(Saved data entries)
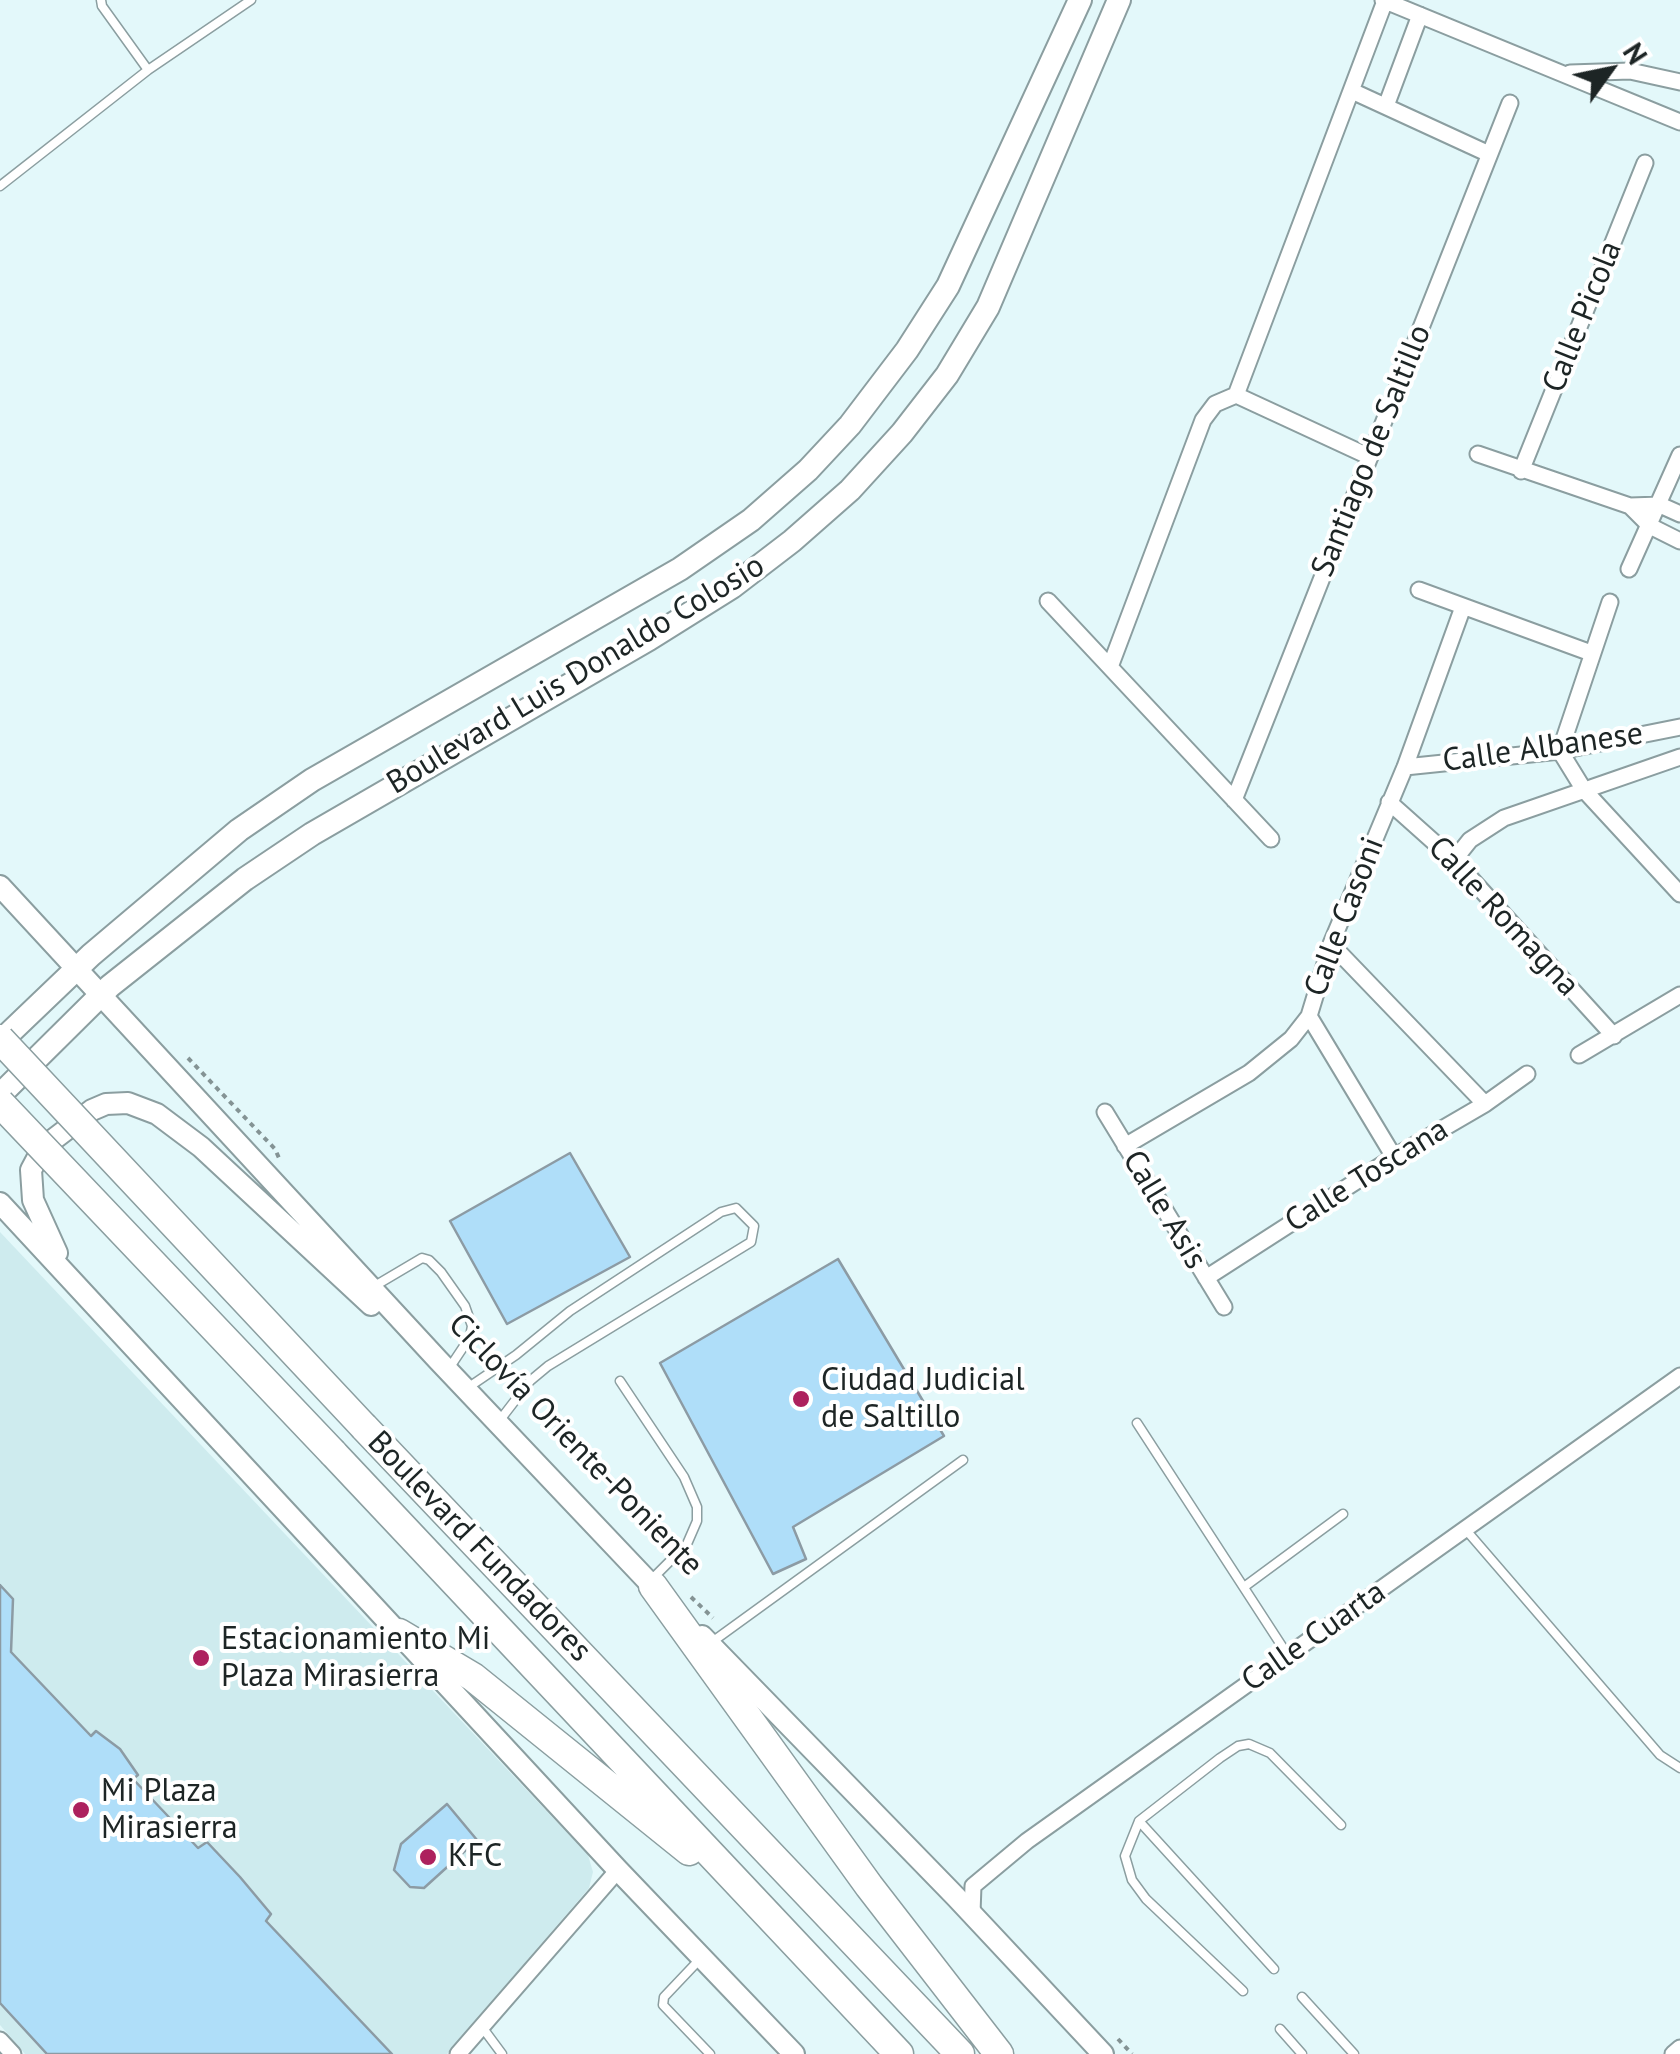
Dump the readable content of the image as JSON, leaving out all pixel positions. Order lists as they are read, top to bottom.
{
  "streets": {
    "highway": ["Boulevard Fundadores"],
    "main road": ["Boulevard Luis Donaldo Colosio"],
    "street": [
      "Calle Picola",
      "Santiago de Saltillo",
      "Calle Albanese",
      "Calle Casoni",
      "Calle Romagna",
      "Calle Toscana",
      "Calle Asis",
      "Calle Cuarta"
    ],
    "path": ["Ciclovía Oriente-Poniente"]
  },
  "crossings": [
    ["Boulevard Luis Donaldo Colosio", "Boulevard Fundadores"],
    ["Calle Albanese", "Calle Casoni"],
    ["Calle Casoni", "Calle Romagna"],
    ["Calle Casoni", "Calle Asis"],
    ["Calle Toscana", "Calle Asis"]
  ],
  "places": [
    "Ciudad Judicial de Saltillo",
    "Estacionamiento Mi Plaza Mirasierra",
    "Mi Plaza Mirasierra",
    "KFC"
  ],
  "north": "top right"
}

Task:
Reproduce each entry exactly as written, but leave out the images.

Written reply:
Dump the readable content of the image as JSON, leaving out all pixel positions. Order lists as they are read, top to bottom.
{
  "streets": {
    "highway": ["Boulevard Fundadores"],
    "main road": ["Boulevard Luis Donaldo Colosio"],
    "street": [
      "Calle Picola",
      "Santiago de Saltillo",
      "Calle Albanese",
      "Calle Casoni",
      "Calle Romagna",
      "Calle Toscana",
      "Calle Asis",
      "Calle Cuarta"
    ],
    "path": ["Ciclovía Oriente-Poniente"]
  },
  "crossings": [
    ["Boulevard Luis Donaldo Colosio", "Boulevard Fundadores"],
    ["Calle Albanese", "Calle Casoni"],
    ["Calle Casoni", "Calle Romagna"],
    ["Calle Casoni", "Calle Asis"],
    ["Calle Toscana", "Calle Asis"]
  ],
  "places": [
    "Ciudad Judicial de Saltillo",
    "Estacionamiento Mi Plaza Mirasierra",
    "Mi Plaza Mirasierra",
    "KFC"
  ],
  "north": "top right"
}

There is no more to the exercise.